CSAT Shock for Successful Candidates of Occasional Registration

Posted December. 03, 2003 23:09,   

한국어

Seoul National University will announce the final successful candidates for occasional registration on December 5 and has noted that 177 (15.1 percent) of 1174 successful contestants for occasional registration would be omitted because they were behind on the minimum standards of academic ability as of December 3. 158 students (13.5 percent) failed because of their College Scholastic Aptitude Test (CSAT) score.

Hankuk University for Foreign Studies (HUFS) will announce their final successful candidates for occasional registration on December 4. HUFS rejected 337 (68 percent) of 554 preliminary from occasional registration for HUFS Frontier because they did not meet the minimum standards of academic ability.

Park Roh-ho, director of the admissions department of HUFS, said, “The minimum standard of academic ability was lowered from an overall second grade last year to an overall second grade for Korean and foreign languages and a section second grade for liberal arts, mathematics or foreign language and a section second grade in natural sciences. However, the rate of omission increased by 2.7 percent compared to last year.”

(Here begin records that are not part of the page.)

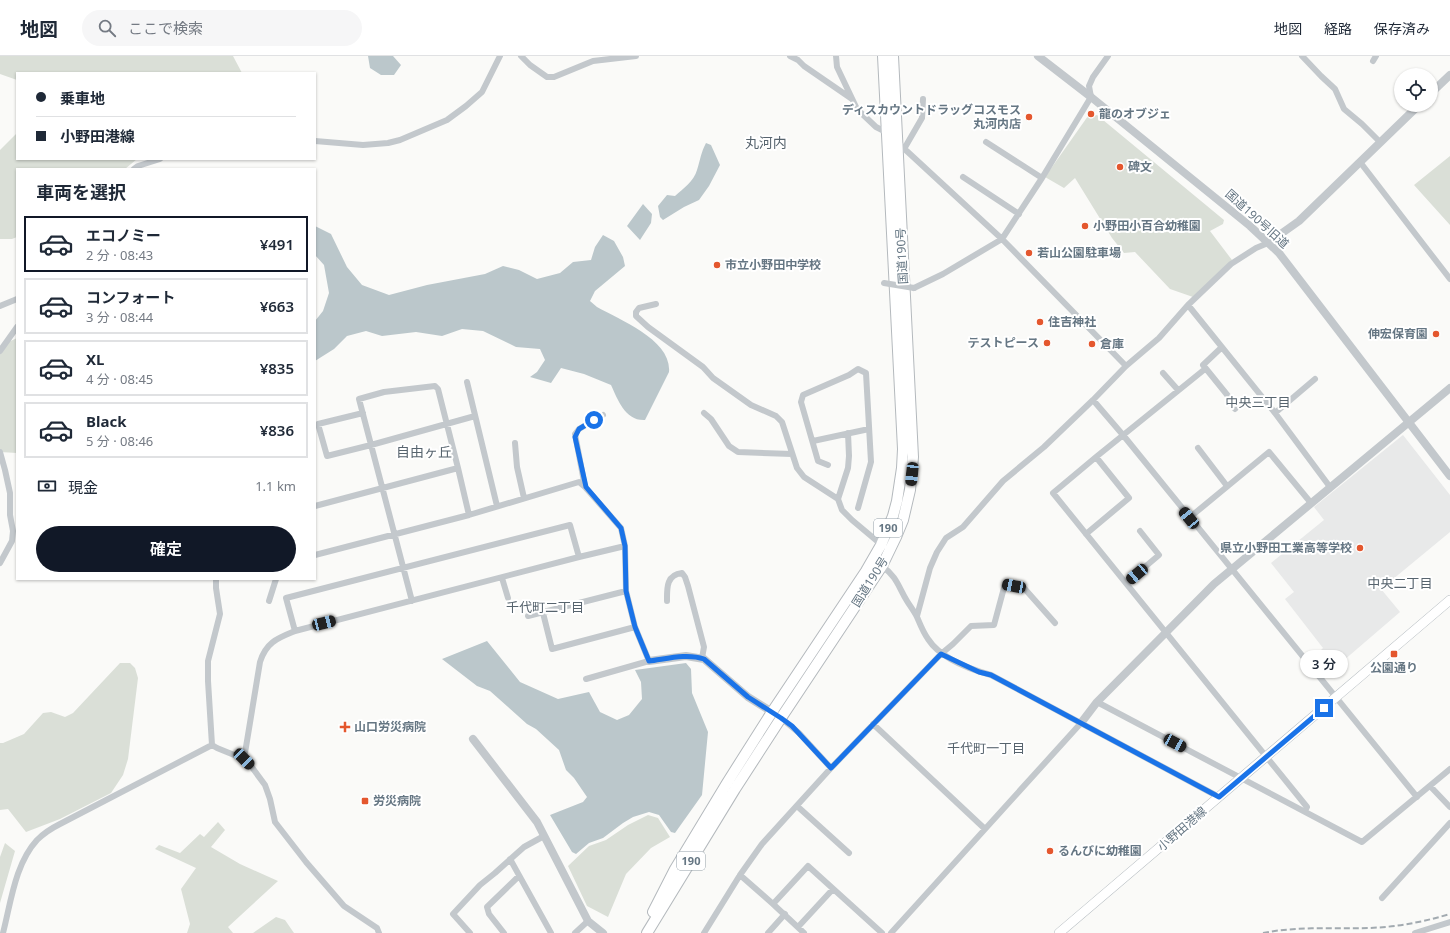 <!DOCTYPE html>
<html lang="ja">
<meta charset="utf-8">
<style>
:root{--surface:#fff;--page:#f6f6f7;--text:#1f2937;--muted:#747a83;--line:#e0e1e3;--accent:#111827}
body{margin:0;font-family:"Noto Sans","Noto Sans JP",sans-serif;background:var(--page);color:var(--text);height:100vh;display:flex;flex-direction:column;font-size:15px;white-space:nowrap}
*{box-sizing:border-box;margin:0}
p{font-size:13px;color:var(--muted)}
.icon{flex:none;width:22px;height:22px;fill:none;stroke:currentColor;stroke-width:2;stroke-linecap:round;stroke-linejoin:round}
.map{position:relative;flex:1;overflow:hidden}
.side{position:absolute;left:16px;top:112px;width:300px;height:412px;display:flex;flex-direction:column;background:var(--surface);border-radius:0px;box-shadow:0 1px 3px #0004}
.side>*{flex:none}
.guide{position:absolute;left:16px;top:16px;width:300px;height:88px;border-radius:0px;box-shadow:0 1px 3px #0004;display:grid;align-content:center;height:88px;padding:0 20px;background:var(--surface)}
.controls{position:absolute;left:1394px;top:12px;display:grid;gap:8px}
.controls a{display:grid;place-items:center;width:44px;height:44px;border-radius:50%;background:var(--surface);box-shadow:0 1px 3px #0004;font-size:20px}
.end{position:absolute;width:18px;height:18px;margin:-9px;border:5px solid #1a73e8;background:#fff;box-shadow:0 0 0 2px #fff}
.from{border-radius:50%}
.bubble{position:absolute;height:28px;border-radius:14px;background:var(--surface);box-shadow:0 1px 3px #0004;font-size:13px;font-weight:600;line-height:28px;text-align:center}
.car{position:absolute;width:12px;height:24px;margin:-12px -6px;border-radius:5px;box-shadow:0 0 3px 1px #0007;background:linear-gradient(#222 24%,#8ab4d8 0 40%,#222 0 76%,#8ab4d8 0 86%,#222 0)}
.guide b{display:flex;align-items:center;gap:14px;height:38px;font-size:15px}
.guide b+b{border-top:1px solid var(--line)}
.guide i{width:10px;height:10px;background:var(--text)}
ul{padding:0;list-style:none}
li{display:flex;align-items:center;gap:12px;height:56px;margin:0 8px 6px;padding:0 12px;border:2px solid var(--line);border-radius:0px}
li div{flex:1}
li b{display:block;font-size:15px}
li em{font-style:normal;font-weight:600}
li.selected{border-color:var(--accent)}
li>.icon{width:36px;height:36px;stroke-width:1.5}
h2{padding:0 20px;font-size:18px;line-height:48px}
.pay{display:flex;align-items:center;gap:10px;height:44px;padding:0 20px;font-size:15px}
.pay p{margin-inline-start:auto}
.button{display:flex;gap:8px;margin-top:auto;padding:8px 20px}
.button a{flex:1;height:46px;border-radius:24px;background:var(--accent);color:#fff;font-size:16px;font-weight:600;line-height:46px;text-align:center}
header{display:flex;align-items:center;gap:24px;box-sizing:border-box;height:56px;padding:0 20px;background:var(--surface);border-bottom:1px solid var(--line)}
header strong{font-size:19px}
nav{display:flex;gap:22px;margin-inline-start:auto;font-size:14px}
.search{width:280px;height:36px;background:var(--page);display:flex;align-items:center;gap:10px;box-sizing:border-box;padding:0 14px;border-radius:22px;color:var(--muted);font-size:15px}
.map>svg:first-child{display:block}
.built{fill:#e8e9e9}
.green{fill:#dadfd7}
.water{fill:#bbc7cb}
.lines{fill:none;stroke-linecap:round;stroke-linejoin:round}
.secondary-casing{stroke:#b3babf;stroke-width:10}
.trunk-casing{stroke:#b4b9bd;stroke-width:12}
.minor{stroke:#c3c8cc;stroke-width:6}
.tertiary{stroke:#c3c8cc;stroke-width:8}
.secondary{stroke:#fff;stroke-width:9}
.trunk{stroke:#fff;stroke-width:10}
.rail{stroke:#a2aab0;stroke-width:2;stroke-dasharray:6 3;stroke-linecap:butt}
.minor-bridge{stroke:#c3c8cc;stroke-width:6}
.route{stroke:#1a73e8;stroke-width:5}
.poi-dot{fill:#e4572e;stroke:#fff;stroke-width:1.5}
.labels{text-anchor:middle;stroke-width:4;stroke-linejoin:round;paint-order:stroke}
.shield{fill:#fff;stroke:#939fa8;stroke-width:1}
.shield-label{font-size:11px;font-weight:bold;fill:#657683}
.poi-label{font-size:12px;font-weight:bold;fill:#657683;stroke:#fff;text-anchor:start}
.street-label{font-size:12px;fill:#657683;stroke:#fff}
.neighbourhood-label{font-size:13px;fill:#57646e;stroke:#fff}
.quarter-label{font-size:14px;fill:#57646e;stroke:#fff}
</style>
<header>
<strong>地図</strong>
<div class="search"><svg class="icon" aria-label="search" viewBox="0 0 24 24"><circle cx="10" cy="10" r="6"/><path d="M15 15l6 6"/></svg>ここで検索</div>
<nav><a>地図</a><a>経路</a><a>保存済み</a></nav>
</header>
<div class="map">
<svg width="1450" height="877" viewBox="0 0 1450 877">
<rect width="100%" height="100%" fill="#fafaf8"/>
<!-- built -->
<path class="built" d="M 1403,379 L 1450,439 L 1450,476 L 1381,533 L 1400,556 L 1336,611 L 1320,595 L 1323,592 L 1285,543 L 1294,536 L 1271,507 L 1324,464 L 1314,451 Z"/>
<!-- green -->
<path class="green" d="M 0,0 L 233,0 L 242,17 L 17,17 L 17,24 L 0,18 Z
M 1097,59 L 1224,164 L 1223,168 L 1210,175 L 1232,204 L 1193,241 L 1170,233 L 1135,196 L 1124,197 L 1112,182 L 1075,122 L 1064,132 L 1045,121 L 1088,60 Z
M 17,77 L 17,103 L 137,103 L 125,113 L 17,113 L 17,181 L 12,183 L 0,183 L 0,94 Z
M 1450,100 L 1450,169 L 1414,129 Z
M 17,282 L 17,397 L 0,396 L 0,290 Z
M 120,607 L 130,607 L 135,612 L 138,622 L 128,703 L 123,719 L 111,737 L 60,763 L 26,776 L 8,753 L 0,754 L 0,687 L 3,687 L 24,678 L 43,657 L 51,656 L 65,661 L 73,657 Z
M 648,759 L 658,762 L 670,781 L 651,792 L 626,818 L 608,861 L 587,850 L 568,810 L 589,790 L 606,784 L 628,769 Z
M 218,766 L 225,774 L 211,791 L 240,808 L 278,825 L 228,871 L 233,877 L 187,877 L 190,868 L 181,833 L 196,812 L 155,793 L 159,789 L 180,797 L 200,778 L 204,781 Z
M 5,787 L 15,795 L 0,847 L 0,801 Z
M 276,861 L 285,864 L 294,877 L 253,877 Z"/>
<!-- water -->
<path class="water" d="M 368,0 L 393,0 L 401,9 L 394,19 L 381,19 L 370,12 Z
M 706,87 L 711,89 L 720,109 L 709,130 L 699,144 L 684,151 L 663,164 L 660,161 L 658,150 L 667,139 L 675,140 C 683,133 694,125 697,114 C 700,105 701,96 706,87 Z
M 643,148 L 652,158 L 651,167 L 640,184 L 627,170 Z
M 315,170 L 331,178 L 347,211 L 362,229 L 389,239 L 427,229 L 485,218 L 503,210 L 519,214 L 537,223 L 560,217 L 573,206 L 591,204 L 595,191 L 603,179 L 614,185 L 623,201 L 625,210 L 595,235 L 590,245 L 597,251 C 620,264 672,284 669,316 L 645,364 C 625,365 618,344 611,329 L 584,318 L 561,312 L 551,327 L 530,321 L 537,316 L 545,304 L 540,293 L 516,291 L 483,275 L 462,273 L 442,280 L 416,276 L 382,280 L 366,275 L 347,280 L 334,293 L 315,305 L 315,265 L 323,255 L 329,237 L 324,209 L 315,199 Z
M 487,585 L 520,626 L 558,643 L 589,636 L 600,656 L 617,664 L 629,659 L 642,643 L 641,626 L 635,614 L 686,607 L 691,613 L 692,637 L 708,676 L 702,739 L 675,777 L 671,776 L 659,759 L 649,756 L 633,761 L 623,767 L 603,782 L 589,787 L 576,798 L 572,796 L 550,759 L 583,746 L 587,741 L 574,722 L 566,714 L 559,694 L 536,673 L 527,668 L 490,635 L 477,630 L 442,603 Z"/>
<g class="lines">
<defs>
<path id="secondary" d="M 1059,877 L 1450,544"/>
<path id="trunk" d="M 653,856 L 675,813 L 727,727 L 772,656 L 866,515 L 881,489 L 893,460 L 897,445 L 902,412 L 903,393 L 883,0
M 647,877 L 735,733 L 781,662 L 882,510 L 896,481 L 903,464 L 910,434 L 913,401 L 893,0"/>
</defs>
<!-- secondary casing -->
<use href="#secondary" class="secondary-casing"/>
<!-- trunk casing -->
<use href="#trunk" class="trunk-casing"/>
<!-- minor -->
<path class="minor" d="M 521,0 L 530,9 L 547,21 L 554,21 L 593,5 L 636,0
M 790,0 L 798,4 L 804,10 L 852,43
M 836,0 L 837,11 L 857,53 L 876,71 L 888,77
M 1302,0 L 1321,20 L 1335,33 L 1344,53 L 1362,68 L 1380,86
M 1373,5 L 1376,0
M 315,85 L 363,89 L 388,87 L 400,84 L 447,64 L 466,50 L 482,36 L 500,0
M 897,86 L 1002,183 L 1126,310
M 986,86 L 1042,122
M 904,93 L 922,62 L 923,43
M 1360,106 L 1450,223
M 134,113 L 138,110 L 160,103
M 963,121 L 1019,158
M 914,232 L 943,218 L 1002,183 L 1042,122 L 1091,41 L 1089,30 L 1093,21 L 1108,0
M 656,248 L 639,252 L 636,256 L 636,260 L 648,271 L 703,311 L 713,322 L 751,349 L 776,360 L 782,366 L 797,412 L 804,421 L 838,443 L 842,454 L 852,464 L 883,490
M 1188,249 L 1275,357 L 1330,431
M 0,250 L 17,243
M 1222,291 L 1203,309 L 1237,351 L 1235,353
M 0,295 L 17,271
M 1205,313 L 1096,401 L 1053,437 L 1307,751 L 1305,755
M 1163,317 L 1178,334
M 467,326 L 497,450
M 1093,344 L 1123,379 L 1417,741
M 363,357 L 318,368 L 327,400 L 371,389 L 475,360
M 704,357 L 711,363 L 729,390 L 738,396 L 792,398
M 1275,357 L 1315,323
M 813,385 L 869,373
M 515,387 L 517,411 L 524,442
M 1198,392 L 1227,430
M 0,396 L 5,414 L 10,437 L 10,459 L 13,475 L 12,485 L 0,507
M 828,409 L 818,405 L 801,346 L 803,339 L 849,319 L 858,313 L 866,317 L 871,406 L 858,452
M 585,431 L 575,378 L 579,373 L 603,359
M 838,443 L 848,412 L 849,400 L 848,377
M 315,450 L 458,412
M 1189,462 L 1269,396 L 1311,447
M 1086,478 L 1129,442 L 1096,401
M 315,499 L 469,459 L 579,426 L 585,431 L 621,472 L 625,490 L 626,535 L 635,571 L 649,605 L 586,623
M 882,510 C 897,521 898,530 907,545 C 910,550 914,555 917,561 C 920,568 923,576 928,583 C 941,603 969,613 991,619 L 1219,741
M 502,522 L 508,542
M 1126,527 L 1159,499 L 1140,475
M 269,545 L 276,523
M 412,545 L 359,343 L 384,336 L 435,330 L 438,333 L 458,412 L 469,459
M 667,545 C 667,532 666,519 682,517 L 685,521 L 688,530 L 704,591 L 702,602
M 543,557 L 552,593 L 635,571
M 528,560 L 626,535
M 917,560 L 930,512 L 937,496 L 946,482 L 963,471 L 1003,425 L 1044,391 L 1093,344 L 1126,310 L 1159,282 L 1188,249 L 1231,208 L 1256,192 L 1268,187
M 295,575 L 286,542 L 570,469 L 579,501
M 1097,646 L 1362,786 L 1450,713
M 781,662 L 799,677 L 831,712
M 873,668 L 985,773
M 212,689 L 217,692 L 244,703 L 251,710 L 265,729 L 270,743 L 275,766 L 306,806 L 344,850 L 377,872 L 379,877
M 212,689 L 208,625 L 208,605 L 220,558 L 216,532 L 216,523
M 244,703 L 260,606 C 266,586 278,582 295,575 L 579,501 L 625,490
M 1430,730 L 1450,751
M 797,750 L 849,797
M 510,803 L 551,877
M 740,819 L 773,848 L 804,877
M 1382,842 L 1450,767
M 773,848 L 808,810 L 882,877
M 798,871 L 833,833
M 3,877 C 11,846 15,808 37,784 C 44,777 52,772 60,768 L 212,689
M 470,877 L 453,858 L 480,829 L 495,817 L 524,791 L 544,780
M 504,877 L 489,858 L 487,851 L 519,820
M 575,877 L 588,865
M 704,877 L 740,819 L 762,788 L 831,712 L 941,598 L 953,588 L 971,570 L 994,569 L 1005,528 L 1024,532 L 1055,567
M 768,877 L 785,858
M 891,877 L 1081,667
M 1415,877 L 1450,866"/>
<!-- tertiary -->
<path class="tertiary" d="M 1038,0 L 1091,41 L 1250,170 L 1279,197 L 1450,420
M 1431,37 L 1450,19
M 1268,187 L 1299,165 L 1419,49
M 649,605 L 686,600 L 704,603 L 748,641 L 777,659
M 1081,667 L 1097,646 L 1214,528 L 1450,332
M 473,683 L 537,766 L 588,865 L 603,877"/>
<!-- secondary -->
<use href="#secondary" class="secondary"/>
<!-- trunk -->
<use href="#trunk" class="trunk"/>
<!-- rail -->
<path class="rail" d="M 1263,877 C 1298,870 1334,873 1369,872 C 1397,871 1423,866 1450,858"/>
<!-- minor-bridge -->
<path class="minor-bridge" d="M 884,227 L 914,232"/>
</g>
<g class="lines">
<!-- route -->
<path class="route" d="M 594,364 L 579,373 L 575,381 L 586,431 L 621,472 L 625,490 L 626,535 L 635,571 L 649,605 C 666,603 687,597 704,603 L 748,641 L 781,662 L 792,670 L 831,712 L 941,598 L 979,616 L 991,619 L 1219,741 L 1324,652"/>
</g>
<!-- markers -->
<g class="poi-dot">
<circle cx="1091" cy="58" r="4"/>
<circle cx="1029" cy="61" r="4"/>
<circle cx="1120" cy="111" r="4"/>
<circle cx="1085" cy="170" r="4"/>
<circle cx="1029" cy="197" r="4"/>
<circle cx="717" cy="209" r="4"/>
<circle cx="1040" cy="266" r="4"/>
<circle cx="1436" cy="278" r="4"/>
<circle cx="1047" cy="287" r="4"/>
<circle cx="1092" cy="288" r="4"/>
<circle cx="1360" cy="492" r="4"/>
<rect x="1390" y="594" width="8" height="8" rx="2"/>
<path d="M343 665h4v4h4v4h-4v4h-4v-4h-4v-4h4z"/>
<rect x="361" y="741" width="8" height="8" rx="2"/>
<circle cx="1050" cy="795" r="4"/>
</g>
<g class="labels">
<!-- shield labels -->
<g class="shield">
<rect x="874" y="463" width="28" height="18" rx="3"/>
<rect x="677" y="796" width="28" height="18" rx="3"/>
</g>
<g class="shield-label">
<text x="888" y="476">190</text>
<text x="691" y="809">190</text>
</g>
<!-- poi labels -->
<g class="poi-label">
<text x="1021" y="58" text-anchor="end">ディスカウントドラッグコスモス<tspan x="1021" dy="14">丸河内店</tspan></text>
<text x="1099" y="62">龍のオブジェ</text>
<text x="1128" y="115">碑文</text>
<text x="1093" y="174">小野田小百合幼稚園</text>
<text x="1037" y="201">若山公園駐車場</text>
<text x="725" y="213">市立小野田中学校</text>
<text x="1048" y="270">住吉神社</text>
<text x="1428" y="282" text-anchor="end">伸宏保育園</text>
<text x="1039" y="291" text-anchor="end">テストピース</text>
<text x="1100" y="292">倉庫</text>
<text x="1352" y="496" text-anchor="end">県立小野田工業高等学校</text>
<text x="1394" y="616" text-anchor="middle">公園通り</text>
<text x="354" y="675">山口労災病院</text>
<text x="373" y="749">労災病院</text>
<text x="1058" y="799">るんびに幼稚園</text>
</g>
<!-- street labels -->
<g class="street-label">
<text transform="translate(1257 163) rotate(42)" y="4">国道190号旧道</text>
<text transform="translate(902 200) rotate(-93)" y="4">国道190号</text>
<text transform="translate(870 526) rotate(-58)" y="4">国道190号</text>
<text transform="translate(1182 773) rotate(-41)" y="4">小野田港線</text>
</g>
<!-- neighbourhood labels -->
<g class="neighbourhood-label">
<text x="1258" y="351">中央三丁目</text>
<text x="1400" y="532">中央二丁目</text>
<text x="545" y="556">千代町二丁目</text>
<text x="986" y="697">千代町一丁目</text>
</g>
<!-- quarter labels -->
<g class="quarter-label">
<text x="766" y="92">丸河内</text>
<text x="424" y="401">自由ヶ丘</text>
</g>
</g>
</svg>
<div class="controls">
<a><svg class="icon" aria-label="locate" viewBox="0 0 24 24"><circle cx="12" cy="12" r="6"/><path d="M12 2v4M12 18v4M2 12h4M18 12h4"/></svg></a>
</div>
<i class="end from" style="left:594px;top:364px"></i>
<i class="end" style="left:1324px;top:652px"></i>
<div class="bubble" style="left:1300px;top:594px;width:48px">3 分</div>
<i class="car" style="left:912px;top:418px;rotate:186deg"></i>
<i class="car" style="left:1189px;top:462px;rotate:321deg"></i>
<i class="car" style="left:1137px;top:518px;rotate:230deg"></i>
<i class="car" style="left:1014px;top:530px;rotate:281deg"></i>
<i class="car" style="left:324px;top:567px;rotate:76deg"></i>
<i class="car" style="left:1175px;top:687px;rotate:118deg"></i>
<i class="car" style="left:244px;top:703px;rotate:135deg"></i>
<div class="guide">
<b><i class="from"></i>乗車地</b>
<b><i></i>小野田港線</b>
</div>
<section class="side">
<h2>車両を選択</h2>
<ul>
<li class="selected"><svg class="icon" aria-label="car" viewBox="0 0 24 24"><path d="M5 17H2v-5l4-1 3-4h7l3 4 3 1v5h-3M9 17h6M6 11h13"/><circle cx="7" cy="17" r="2"/><circle cx="17" cy="17" r="2"/></svg><div><b>エコノミー</b><p>2 分 · 08:43</p></div><em>¥491</em></li>
<li><svg class="icon" aria-label="car" viewBox="0 0 24 24"><path d="M5 17H2v-5l4-1 3-4h7l3 4 3 1v5h-3M9 17h6M6 11h13"/><circle cx="7" cy="17" r="2"/><circle cx="17" cy="17" r="2"/></svg><div><b>コンフォート</b><p>3 分 · 08:44</p></div><em>¥663</em></li>
<li><svg class="icon" aria-label="car" viewBox="0 0 24 24"><path d="M5 17H2v-5l4-1 3-4h7l3 4 3 1v5h-3M9 17h6M6 11h13"/><circle cx="7" cy="17" r="2"/><circle cx="17" cy="17" r="2"/></svg><div><b>XL</b><p>4 分 · 08:45</p></div><em>¥835</em></li>
<li><svg class="icon" aria-label="car" viewBox="0 0 24 24"><path d="M5 17H2v-5l4-1 3-4h7l3 4 3 1v5h-3M9 17h6M6 11h13"/><circle cx="7" cy="17" r="2"/><circle cx="17" cy="17" r="2"/></svg><div><b>Black</b><p>5 分 · 08:46</p></div><em>¥836</em></li>
</ul>
<div class="pay"><svg class="icon" aria-label="cash" viewBox="0 0 24 24"><path d="M3 7h18v10H3z"/><circle cx="12" cy="12" r="2"/></svg>現金<p>1.1 km</p></div>
<div class="button"><a>確定</a></div>
</section>
</div>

At Sungkyunkwan University, 272 students (27.2 percent) out of 1000 successful preliminary candidates for general registration were behind the minimum standard of academic ability. While the omission rate for liberal arts was only 2.5 percent, for science it was as much as 55 percent, meaning more than half of the students failed. Sungkyunkwan University requires a general second grade on the CSAT or a first grade in two subjects from language, mathematics, social science, foreign languages, liberal arts and natural sciences.

Ewha Womens University revealed on December 3, “We lowered the minimum standard of academic ability from a general second grade to a general third grade with certain subjects, such as natural science, requiring a first grade. However, similar to last year, 30 to 40 percent of preliminary successful candidates did not meet these requirements.”

High schools are having a difficult time guiding students in their applications, with students often shocked by failing to meet the minimum standards by one or two points and being omitted.

A teacher at K high school in Seoul, observed, “One student who was omitted in occasional registration by just one point burst into tears. I was so embarrassed to see.”

Jung Kyong-yong, a teacher at Pungmoon Girls High School, Seoul, remarked, “Students who were omitted from occasional registration are saying they would repeat next year,” and “It is hard to advise depressed students to apply lower standard universities than the one they tried.”

Regarding this, “The students omitted from occasional registration will be able to increase their chances of entering the university they want if they work out an application strategy, analyze their scores in each subject, examine their school performance documents, prepare an essay and interview thoroughly,” advised Kim Jung-woong, chief teacher for the third grade at Gujeong High School.